I think a better lesson to learn is that communication is hard, and therefore we should try not to be too salty toward each other.
The question is not about the very general claim, or general argument, but about this specific reasoning step
I do claim this is not locally valid, that’s all (and recommend reading the linked essay). I do not claim the broad argument that text prediction objective doesn’t stop incentivizing higher capabilities once you get to human level capabilities is wrong.
I do agree communication can be hard, and maybe I misunderstand the quoted two sentences, but it seems very natural to read them as making a comparison between tasks at the level of math.
I don’t understand the problem with this sentence. Yes, the task is harder than the task of being a human (as good as a human is at that task). Many objectives that humans optimize for are also not optimized to 100%, and as such, humans also face many tasks that they would like to get better at, and so are harder than the task of simply being a human. Indeed, if you optimized an AI system on those, you would also get no guarantee that the system would end up only as competent as a human.
This is a fact about practically all tasks (including things like calculating the nth-digit of pi, or playing chess), but it is indeed a fact that lots of people get wrong.
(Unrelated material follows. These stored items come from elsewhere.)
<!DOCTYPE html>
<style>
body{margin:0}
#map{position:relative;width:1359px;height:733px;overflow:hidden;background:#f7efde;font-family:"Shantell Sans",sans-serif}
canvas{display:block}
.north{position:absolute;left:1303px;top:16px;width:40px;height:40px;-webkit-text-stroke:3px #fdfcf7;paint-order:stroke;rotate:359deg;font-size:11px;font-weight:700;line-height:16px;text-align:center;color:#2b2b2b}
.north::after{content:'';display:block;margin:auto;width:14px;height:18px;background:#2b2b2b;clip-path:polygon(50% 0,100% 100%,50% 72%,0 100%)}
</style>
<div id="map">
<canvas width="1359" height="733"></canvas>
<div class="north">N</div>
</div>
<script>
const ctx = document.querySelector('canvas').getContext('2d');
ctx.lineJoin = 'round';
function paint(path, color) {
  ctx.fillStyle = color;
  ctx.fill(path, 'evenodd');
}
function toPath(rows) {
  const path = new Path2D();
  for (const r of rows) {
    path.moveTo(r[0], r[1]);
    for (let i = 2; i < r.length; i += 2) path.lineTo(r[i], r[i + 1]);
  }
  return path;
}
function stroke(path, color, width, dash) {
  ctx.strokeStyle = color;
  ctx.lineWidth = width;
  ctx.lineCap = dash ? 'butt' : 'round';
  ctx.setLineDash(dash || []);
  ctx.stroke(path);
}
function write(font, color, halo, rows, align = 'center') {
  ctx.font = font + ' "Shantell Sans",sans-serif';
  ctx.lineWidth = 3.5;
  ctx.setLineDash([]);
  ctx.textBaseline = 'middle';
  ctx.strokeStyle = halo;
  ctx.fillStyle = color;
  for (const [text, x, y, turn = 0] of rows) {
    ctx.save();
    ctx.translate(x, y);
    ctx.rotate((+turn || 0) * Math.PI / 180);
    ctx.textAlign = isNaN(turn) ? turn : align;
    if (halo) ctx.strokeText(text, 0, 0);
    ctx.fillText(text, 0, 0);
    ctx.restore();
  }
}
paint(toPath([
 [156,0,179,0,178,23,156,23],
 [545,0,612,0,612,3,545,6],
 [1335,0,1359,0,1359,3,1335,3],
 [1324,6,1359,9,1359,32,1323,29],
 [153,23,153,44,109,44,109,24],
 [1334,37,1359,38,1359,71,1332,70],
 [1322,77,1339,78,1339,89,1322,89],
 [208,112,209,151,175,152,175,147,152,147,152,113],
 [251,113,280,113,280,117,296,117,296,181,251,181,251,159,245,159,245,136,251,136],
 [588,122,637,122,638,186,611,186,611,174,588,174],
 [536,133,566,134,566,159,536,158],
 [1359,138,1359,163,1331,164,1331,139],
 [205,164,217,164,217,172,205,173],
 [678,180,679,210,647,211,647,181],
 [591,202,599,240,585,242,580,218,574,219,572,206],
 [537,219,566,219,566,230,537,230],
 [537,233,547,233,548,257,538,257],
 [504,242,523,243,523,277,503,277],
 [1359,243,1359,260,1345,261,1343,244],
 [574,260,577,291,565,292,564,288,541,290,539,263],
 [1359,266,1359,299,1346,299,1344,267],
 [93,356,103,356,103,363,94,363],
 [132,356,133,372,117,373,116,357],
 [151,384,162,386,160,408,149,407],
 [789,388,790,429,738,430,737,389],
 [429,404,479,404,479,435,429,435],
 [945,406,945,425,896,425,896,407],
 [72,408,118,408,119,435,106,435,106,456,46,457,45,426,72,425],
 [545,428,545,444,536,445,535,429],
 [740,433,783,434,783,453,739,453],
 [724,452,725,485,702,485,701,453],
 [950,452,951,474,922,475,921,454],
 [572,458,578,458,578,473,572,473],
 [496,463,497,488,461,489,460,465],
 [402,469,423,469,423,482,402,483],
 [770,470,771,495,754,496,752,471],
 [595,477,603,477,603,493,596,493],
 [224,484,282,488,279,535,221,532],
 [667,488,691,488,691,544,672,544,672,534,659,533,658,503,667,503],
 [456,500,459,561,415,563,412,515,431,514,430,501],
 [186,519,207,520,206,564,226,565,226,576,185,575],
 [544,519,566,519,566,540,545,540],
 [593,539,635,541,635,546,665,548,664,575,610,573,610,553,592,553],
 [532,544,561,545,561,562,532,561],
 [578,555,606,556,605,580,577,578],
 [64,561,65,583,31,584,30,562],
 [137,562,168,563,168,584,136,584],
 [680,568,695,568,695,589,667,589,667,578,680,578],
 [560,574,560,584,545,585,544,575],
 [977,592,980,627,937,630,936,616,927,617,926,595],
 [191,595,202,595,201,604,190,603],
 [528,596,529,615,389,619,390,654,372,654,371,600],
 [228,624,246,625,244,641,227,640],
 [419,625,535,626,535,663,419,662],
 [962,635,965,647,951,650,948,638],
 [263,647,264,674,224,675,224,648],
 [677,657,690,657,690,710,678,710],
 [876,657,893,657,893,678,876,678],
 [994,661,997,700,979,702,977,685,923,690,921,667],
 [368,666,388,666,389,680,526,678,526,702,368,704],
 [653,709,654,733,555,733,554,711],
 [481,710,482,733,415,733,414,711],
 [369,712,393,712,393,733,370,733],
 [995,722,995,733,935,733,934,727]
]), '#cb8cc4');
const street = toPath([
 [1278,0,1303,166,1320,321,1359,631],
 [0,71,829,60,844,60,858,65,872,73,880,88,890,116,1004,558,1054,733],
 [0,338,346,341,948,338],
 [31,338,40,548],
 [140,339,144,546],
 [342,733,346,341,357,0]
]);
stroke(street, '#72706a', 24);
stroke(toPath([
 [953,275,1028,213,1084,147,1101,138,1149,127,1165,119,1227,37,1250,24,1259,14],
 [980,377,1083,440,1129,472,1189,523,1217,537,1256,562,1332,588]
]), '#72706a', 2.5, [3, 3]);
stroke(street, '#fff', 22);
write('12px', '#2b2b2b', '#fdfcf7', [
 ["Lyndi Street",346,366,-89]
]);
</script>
(I affirm this as my intended reading.)
There are multiple ways to interpret “being an actual human”. I interpret it as pointing at an ability level.
“the task GPTs are being trained on is harder” ⇒ the prediction objective doesn’t top out at (i.e. the task has more difficulty in it than).
“than being an actual human” ⇒ the ability level of a human (i.e. the task of matching the human ability level at the relevant set of tasks).
Or as Eliezer said:
In different words again: the tasks GPTs are being incentivised to solve aren’t all solvable at a human level of capability.
You almost had it when you said:
It’s more accurate if I edit it to:
- Maybe you mean something like task + performance threshold. Here ‘predict the
activation of photoreceptors in human retina[text] well enough to be able to function as a typical human’ is clearly less difficult than task + performance threshold ‘predict next word on the internet,almostperfectly’.You say it’s not particularly informative. Eliezer responds by explaining the argument it responds to, which provides the context in which this is an informative statement about the training incentives of a GPT.